RECORDS SUPPLIED:
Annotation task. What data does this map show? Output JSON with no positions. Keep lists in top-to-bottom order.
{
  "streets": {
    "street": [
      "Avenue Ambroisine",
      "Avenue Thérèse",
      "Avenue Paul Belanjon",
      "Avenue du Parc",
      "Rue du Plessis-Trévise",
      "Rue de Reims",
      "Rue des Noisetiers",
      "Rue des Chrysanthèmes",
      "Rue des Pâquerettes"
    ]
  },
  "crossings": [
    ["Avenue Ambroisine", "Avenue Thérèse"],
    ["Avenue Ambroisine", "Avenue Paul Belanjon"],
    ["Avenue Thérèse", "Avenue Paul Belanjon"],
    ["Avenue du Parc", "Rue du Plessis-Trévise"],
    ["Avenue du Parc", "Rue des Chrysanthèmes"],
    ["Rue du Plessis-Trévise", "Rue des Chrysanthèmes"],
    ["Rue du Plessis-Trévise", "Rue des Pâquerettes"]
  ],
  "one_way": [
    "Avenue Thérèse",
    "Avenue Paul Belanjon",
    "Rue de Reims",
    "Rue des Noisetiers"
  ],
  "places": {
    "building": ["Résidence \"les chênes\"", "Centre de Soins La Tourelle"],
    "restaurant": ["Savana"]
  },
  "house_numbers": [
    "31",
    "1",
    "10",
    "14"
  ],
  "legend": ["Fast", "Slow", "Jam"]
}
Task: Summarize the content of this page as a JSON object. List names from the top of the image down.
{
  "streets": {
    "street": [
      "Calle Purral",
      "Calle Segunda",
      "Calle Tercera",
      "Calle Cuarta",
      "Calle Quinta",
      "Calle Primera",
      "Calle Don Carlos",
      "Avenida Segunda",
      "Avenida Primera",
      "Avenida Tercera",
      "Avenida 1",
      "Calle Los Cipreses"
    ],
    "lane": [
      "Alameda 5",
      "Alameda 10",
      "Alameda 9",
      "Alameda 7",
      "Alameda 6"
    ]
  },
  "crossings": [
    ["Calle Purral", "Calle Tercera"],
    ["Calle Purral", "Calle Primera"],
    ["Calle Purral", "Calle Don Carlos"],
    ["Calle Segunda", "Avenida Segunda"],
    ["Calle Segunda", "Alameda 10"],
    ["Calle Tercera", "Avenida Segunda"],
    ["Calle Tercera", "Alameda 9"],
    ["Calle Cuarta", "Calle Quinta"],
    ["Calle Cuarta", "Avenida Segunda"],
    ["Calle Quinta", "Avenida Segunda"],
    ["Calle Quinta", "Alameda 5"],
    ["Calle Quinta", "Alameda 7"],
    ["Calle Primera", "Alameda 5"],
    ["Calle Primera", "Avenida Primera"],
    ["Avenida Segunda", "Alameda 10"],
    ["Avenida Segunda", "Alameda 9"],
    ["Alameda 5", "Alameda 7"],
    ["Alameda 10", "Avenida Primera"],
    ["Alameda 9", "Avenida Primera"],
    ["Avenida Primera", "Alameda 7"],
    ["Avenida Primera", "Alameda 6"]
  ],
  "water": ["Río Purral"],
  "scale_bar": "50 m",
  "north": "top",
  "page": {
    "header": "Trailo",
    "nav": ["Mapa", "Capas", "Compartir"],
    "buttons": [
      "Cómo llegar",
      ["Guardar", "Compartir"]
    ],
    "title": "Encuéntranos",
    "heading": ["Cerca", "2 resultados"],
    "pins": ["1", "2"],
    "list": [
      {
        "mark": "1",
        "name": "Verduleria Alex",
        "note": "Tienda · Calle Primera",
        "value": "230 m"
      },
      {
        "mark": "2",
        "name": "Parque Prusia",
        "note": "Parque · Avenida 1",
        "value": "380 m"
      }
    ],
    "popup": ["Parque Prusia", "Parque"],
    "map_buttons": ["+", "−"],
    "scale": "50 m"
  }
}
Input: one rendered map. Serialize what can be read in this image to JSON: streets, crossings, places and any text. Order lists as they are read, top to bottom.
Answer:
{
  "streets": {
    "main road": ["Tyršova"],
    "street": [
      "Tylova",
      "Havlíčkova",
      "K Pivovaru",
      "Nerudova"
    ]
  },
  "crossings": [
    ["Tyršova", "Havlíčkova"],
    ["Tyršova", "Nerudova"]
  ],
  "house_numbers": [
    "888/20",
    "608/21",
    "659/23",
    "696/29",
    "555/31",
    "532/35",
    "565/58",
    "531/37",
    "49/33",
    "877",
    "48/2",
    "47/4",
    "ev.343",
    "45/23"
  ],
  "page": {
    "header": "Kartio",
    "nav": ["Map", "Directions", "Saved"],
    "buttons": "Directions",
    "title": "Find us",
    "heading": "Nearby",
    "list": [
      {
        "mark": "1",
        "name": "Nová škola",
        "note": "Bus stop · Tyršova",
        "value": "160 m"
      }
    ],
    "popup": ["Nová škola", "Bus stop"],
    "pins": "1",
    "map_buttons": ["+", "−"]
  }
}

TASK DIRECTIONS: The entries need to be set down again in full, with no word changed.

EXERCISE ANSWER:
Annotation task. What data does this map show? Output JSON with no positions. Keep lists in top-to-bottom order.
{
  "streets": {
    "street": [
      "Avenue Ambroisine",
      "Avenue Thérèse",
      "Avenue Paul Belanjon",
      "Avenue du Parc",
      "Rue du Plessis-Trévise",
      "Rue de Reims",
      "Rue des Noisetiers",
      "Rue des Chrysanthèmes",
      "Rue des Pâquerettes"
    ]
  },
  "crossings": [
    ["Avenue Ambroisine", "Avenue Thérèse"],
    ["Avenue Ambroisine", "Avenue Paul Belanjon"],
    ["Avenue Thérèse", "Avenue Paul Belanjon"],
    ["Avenue du Parc", "Rue du Plessis-Trévise"],
    ["Avenue du Parc", "Rue des Chrysanthèmes"],
    ["Rue du Plessis-Trévise", "Rue des Chrysanthèmes"],
    ["Rue du Plessis-Trévise", "Rue des Pâquerettes"]
  ],
  "one_way": [
    "Avenue Thérèse",
    "Avenue Paul Belanjon",
    "Rue de Reims",
    "Rue des Noisetiers"
  ],
  "places": {
    "building": ["Résidence \"les chênes\"", "Centre de Soins La Tourelle"],
    "restaurant": ["Savana"]
  },
  "house_numbers": [
    "31",
    "1",
    "10",
    "14"
  ],
  "legend": ["Fast", "Slow", "Jam"]
}
Task: Summarize the content of this page as a JSON object. List names from the top of the image down.
{
  "streets": {
    "street": [
      "Calle Purral",
      "Calle Segunda",
      "Calle Tercera",
      "Calle Cuarta",
      "Calle Quinta",
      "Calle Primera",
      "Calle Don Carlos",
      "Avenida Segunda",
      "Avenida Primera",
      "Avenida Tercera",
      "Avenida 1",
      "Calle Los Cipreses"
    ],
    "lane": [
      "Alameda 5",
      "Alameda 10",
      "Alameda 9",
      "Alameda 7",
      "Alameda 6"
    ]
  },
  "crossings": [
    ["Calle Purral", "Calle Tercera"],
    ["Calle Purral", "Calle Primera"],
    ["Calle Purral", "Calle Don Carlos"],
    ["Calle Segunda", "Avenida Segunda"],
    ["Calle Segunda", "Alameda 10"],
    ["Calle Tercera", "Avenida Segunda"],
    ["Calle Tercera", "Alameda 9"],
    ["Calle Cuarta", "Calle Quinta"],
    ["Calle Cuarta", "Avenida Segunda"],
    ["Calle Quinta", "Avenida Segunda"],
    ["Calle Quinta", "Alameda 5"],
    ["Calle Quinta", "Alameda 7"],
    ["Calle Primera", "Alameda 5"],
    ["Calle Primera", "Avenida Primera"],
    ["Avenida Segunda", "Alameda 10"],
    ["Avenida Segunda", "Alameda 9"],
    ["Alameda 5", "Alameda 7"],
    ["Alameda 10", "Avenida Primera"],
    ["Alameda 9", "Avenida Primera"],
    ["Avenida Primera", "Alameda 7"],
    ["Avenida Primera", "Alameda 6"]
  ],
  "water": ["Río Purral"],
  "scale_bar": "50 m",
  "north": "top",
  "page": {
    "header": "Trailo",
    "nav": ["Mapa", "Capas", "Compartir"],
    "buttons": [
      "Cómo llegar",
      ["Guardar", "Compartir"]
    ],
    "title": "Encuéntranos",
    "heading": ["Cerca", "2 resultados"],
    "pins": ["1", "2"],
    "list": [
      {
        "mark": "1",
        "name": "Verduleria Alex",
        "note": "Tienda · Calle Primera",
        "value": "230 m"
      },
      {
        "mark": "2",
        "name": "Parque Prusia",
        "note": "Parque · Avenida 1",
        "value": "380 m"
      }
    ],
    "popup": ["Parque Prusia", "Parque"],
    "map_buttons": ["+", "−"],
    "scale": "50 m"
  }
}
Input: one rendered map. Serialize what can be read in this image to JSON: streets, crossings, places and any text. Order lists as they are read, top to bottom.
Answer:
{
  "streets": {
    "main road": ["Tyršova"],
    "street": [
      "Tylova",
      "Havlíčkova",
      "K Pivovaru",
      "Nerudova"
    ]
  },
  "crossings": [
    ["Tyršova", "Havlíčkova"],
    ["Tyršova", "Nerudova"]
  ],
  "house_numbers": [
    "888/20",
    "608/21",
    "659/23",
    "696/29",
    "555/31",
    "532/35",
    "565/58",
    "531/37",
    "49/33",
    "877",
    "48/2",
    "47/4",
    "ev.343",
    "45/23"
  ],
  "page": {
    "header": "Kartio",
    "nav": ["Map", "Directions", "Saved"],
    "buttons": "Directions",
    "title": "Find us",
    "heading": "Nearby",
    "list": [
      {
        "mark": "1",
        "name": "Nová škola",
        "note": "Bus stop · Tyršova",
        "value": "160 m"
      }
    ],
    "popup": ["Nová škola", "Bus stop"],
    "pins": "1",
    "map_buttons": ["+", "−"]
  }
}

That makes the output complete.